• **About this exercise**: Word for word, set down the records and skip each picture.

Top of Given entries

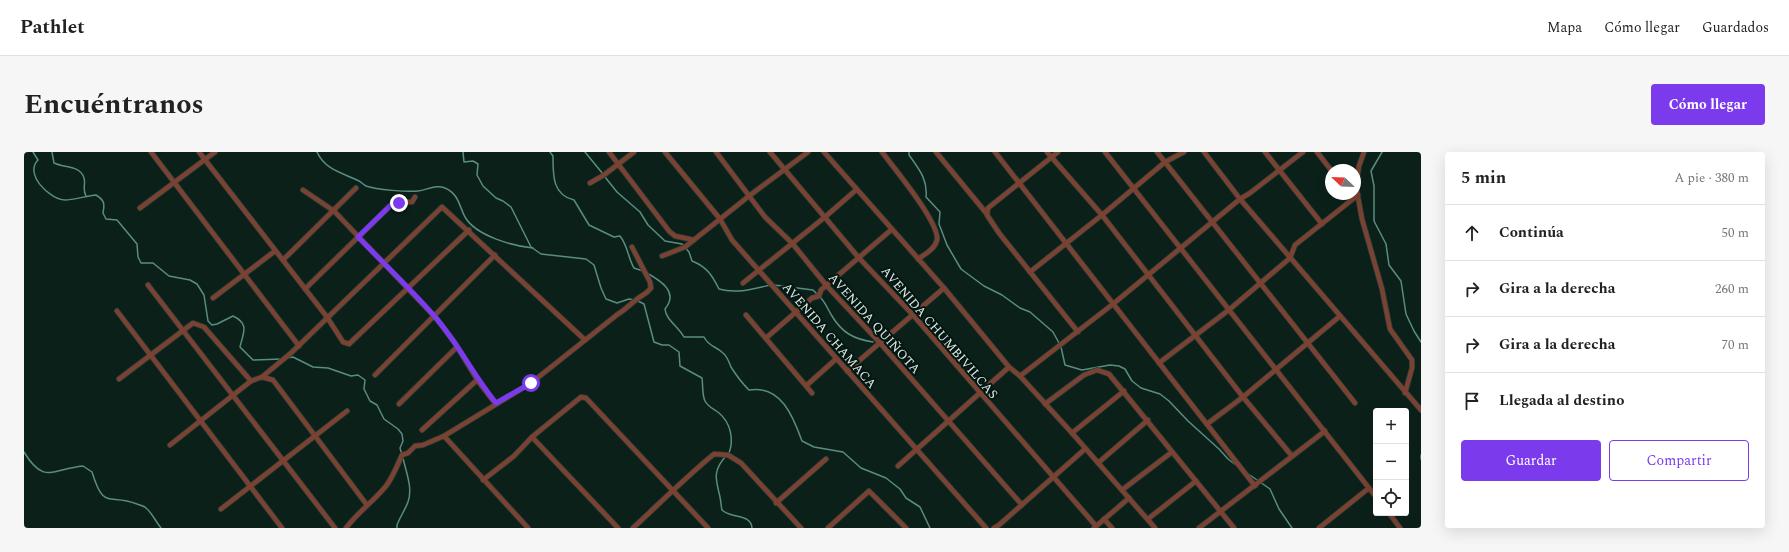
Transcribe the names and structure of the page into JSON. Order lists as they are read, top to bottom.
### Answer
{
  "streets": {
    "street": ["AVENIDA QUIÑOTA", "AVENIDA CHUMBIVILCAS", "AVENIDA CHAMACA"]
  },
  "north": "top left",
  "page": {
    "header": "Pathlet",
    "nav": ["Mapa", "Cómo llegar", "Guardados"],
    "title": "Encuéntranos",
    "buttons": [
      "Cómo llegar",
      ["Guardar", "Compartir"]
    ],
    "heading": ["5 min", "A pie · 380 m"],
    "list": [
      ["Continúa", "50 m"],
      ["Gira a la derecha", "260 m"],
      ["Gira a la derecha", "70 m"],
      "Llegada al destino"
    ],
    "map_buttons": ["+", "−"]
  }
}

Bottom of Given entries

• **Your response**:
Transcribe the names and structure of the page into JSON. Order lists as they are read, top to bottom.
### Answer
{
  "streets": {
    "street": ["AVENIDA QUIÑOTA", "AVENIDA CHUMBIVILCAS", "AVENIDA CHAMACA"]
  },
  "north": "top left",
  "page": {
    "header": "Pathlet",
    "nav": ["Mapa", "Cómo llegar", "Guardados"],
    "title": "Encuéntranos",
    "buttons": [
      "Cómo llegar",
      ["Guardar", "Compartir"]
    ],
    "heading": ["5 min", "A pie · 380 m"],
    "list": [
      ["Continúa", "50 m"],
      ["Gira a la derecha", "260 m"],
      ["Gira a la derecha", "70 m"],
      "Llegada al destino"
    ],
    "map_buttons": ["+", "−"]
  }
}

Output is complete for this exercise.